**Work order**
Output the entire listing below exactly as it stands.
Dataset content below:
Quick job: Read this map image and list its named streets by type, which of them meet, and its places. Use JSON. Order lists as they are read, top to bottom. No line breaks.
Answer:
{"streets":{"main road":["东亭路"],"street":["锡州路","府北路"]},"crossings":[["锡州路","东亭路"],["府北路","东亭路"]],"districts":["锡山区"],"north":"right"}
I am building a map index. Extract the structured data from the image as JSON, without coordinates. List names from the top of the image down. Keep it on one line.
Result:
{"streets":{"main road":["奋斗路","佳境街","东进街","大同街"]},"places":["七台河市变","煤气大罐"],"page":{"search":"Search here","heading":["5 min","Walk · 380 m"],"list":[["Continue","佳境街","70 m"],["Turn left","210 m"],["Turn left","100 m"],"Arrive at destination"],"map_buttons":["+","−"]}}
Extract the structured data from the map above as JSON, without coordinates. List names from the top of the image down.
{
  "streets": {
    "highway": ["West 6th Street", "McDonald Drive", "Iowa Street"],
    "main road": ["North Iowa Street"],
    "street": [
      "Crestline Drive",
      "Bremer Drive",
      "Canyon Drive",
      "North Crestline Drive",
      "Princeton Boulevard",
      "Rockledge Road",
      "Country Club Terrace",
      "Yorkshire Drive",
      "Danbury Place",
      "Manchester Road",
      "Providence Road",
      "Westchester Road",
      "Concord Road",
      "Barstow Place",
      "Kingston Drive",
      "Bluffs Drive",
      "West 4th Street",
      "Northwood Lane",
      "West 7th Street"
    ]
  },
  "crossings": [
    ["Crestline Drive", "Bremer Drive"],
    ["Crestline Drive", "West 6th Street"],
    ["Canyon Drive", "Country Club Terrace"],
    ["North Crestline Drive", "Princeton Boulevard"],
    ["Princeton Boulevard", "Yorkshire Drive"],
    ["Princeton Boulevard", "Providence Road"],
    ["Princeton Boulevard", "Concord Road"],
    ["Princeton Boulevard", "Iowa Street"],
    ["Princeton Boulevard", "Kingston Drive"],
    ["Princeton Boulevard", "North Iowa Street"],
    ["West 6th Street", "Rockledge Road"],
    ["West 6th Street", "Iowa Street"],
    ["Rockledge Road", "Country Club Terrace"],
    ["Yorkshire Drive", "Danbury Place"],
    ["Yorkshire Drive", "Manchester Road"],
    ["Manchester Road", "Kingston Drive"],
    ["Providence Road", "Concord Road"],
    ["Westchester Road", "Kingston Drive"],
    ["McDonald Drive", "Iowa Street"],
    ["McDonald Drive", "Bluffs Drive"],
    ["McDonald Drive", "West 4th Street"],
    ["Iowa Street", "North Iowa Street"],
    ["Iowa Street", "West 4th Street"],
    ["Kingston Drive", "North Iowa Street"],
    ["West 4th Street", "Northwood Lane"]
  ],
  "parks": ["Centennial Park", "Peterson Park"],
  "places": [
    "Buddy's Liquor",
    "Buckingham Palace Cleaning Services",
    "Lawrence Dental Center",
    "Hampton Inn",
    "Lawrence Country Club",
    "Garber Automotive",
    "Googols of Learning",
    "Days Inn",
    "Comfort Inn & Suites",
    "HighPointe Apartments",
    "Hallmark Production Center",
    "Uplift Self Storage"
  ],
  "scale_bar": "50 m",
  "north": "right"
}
End of Dataset content.
**Answer area**
Quick job: Read this map image and list its named streets by type, which of them meet, and its places. Use JSON. Order lists as they are read, top to bottom. No line breaks.
Answer:
{"streets":{"main road":["东亭路"],"street":["锡州路","府北路"]},"crossings":[["锡州路","东亭路"],["府北路","东亭路"]],"districts":["锡山区"],"north":"right"}
I am building a map index. Extract the structured data from the image as JSON, without coordinates. List names from the top of the image down. Keep it on one line.
Result:
{"streets":{"main road":["奋斗路","佳境街","东进街","大同街"]},"places":["七台河市变","煤气大罐"],"page":{"search":"Search here","heading":["5 min","Walk · 380 m"],"list":[["Continue","佳境街","70 m"],["Turn left","210 m"],["Turn left","100 m"],"Arrive at destination"],"map_buttons":["+","−"]}}
Extract the structured data from the map above as JSON, without coordinates. List names from the top of the image down.
{
  "streets": {
    "highway": ["West 6th Street", "McDonald Drive", "Iowa Street"],
    "main road": ["North Iowa Street"],
    "street": [
      "Crestline Drive",
      "Bremer Drive",
      "Canyon Drive",
      "North Crestline Drive",
      "Princeton Boulevard",
      "Rockledge Road",
      "Country Club Terrace",
      "Yorkshire Drive",
      "Danbury Place",
      "Manchester Road",
      "Providence Road",
      "Westchester Road",
      "Concord Road",
      "Barstow Place",
      "Kingston Drive",
      "Bluffs Drive",
      "West 4th Street",
      "Northwood Lane",
      "West 7th Street"
    ]
  },
  "crossings": [
    ["Crestline Drive", "Bremer Drive"],
    ["Crestline Drive", "West 6th Street"],
    ["Canyon Drive", "Country Club Terrace"],
    ["North Crestline Drive", "Princeton Boulevard"],
    ["Princeton Boulevard", "Yorkshire Drive"],
    ["Princeton Boulevard", "Providence Road"],
    ["Princeton Boulevard", "Concord Road"],
    ["Princeton Boulevard", "Iowa Street"],
    ["Princeton Boulevard", "Kingston Drive"],
    ["Princeton Boulevard", "North Iowa Street"],
    ["West 6th Street", "Rockledge Road"],
    ["West 6th Street", "Iowa Street"],
    ["Rockledge Road", "Country Club Terrace"],
    ["Yorkshire Drive", "Danbury Place"],
    ["Yorkshire Drive", "Manchester Road"],
    ["Manchester Road", "Kingston Drive"],
    ["Providence Road", "Concord Road"],
    ["Westchester Road", "Kingston Drive"],
    ["McDonald Drive", "Iowa Street"],
    ["McDonald Drive", "Bluffs Drive"],
    ["McDonald Drive", "West 4th Street"],
    ["Iowa Street", "North Iowa Street"],
    ["Iowa Street", "West 4th Street"],
    ["Kingston Drive", "North Iowa Street"],
    ["West 4th Street", "Northwood Lane"]
  ],
  "parks": ["Centennial Park", "Peterson Park"],
  "places": [
    "Buddy's Liquor",
    "Buckingham Palace Cleaning Services",
    "Lawrence Dental Center",
    "Hampton Inn",
    "Lawrence Country Club",
    "Garber Automotive",
    "Googols of Learning",
    "Days Inn",
    "Comfort Inn & Suites",
    "HighPointe Apartments",
    "Hallmark Production Center",
    "Uplift Self Storage"
  ],
  "scale_bar": "50 m",
  "north": "right"
}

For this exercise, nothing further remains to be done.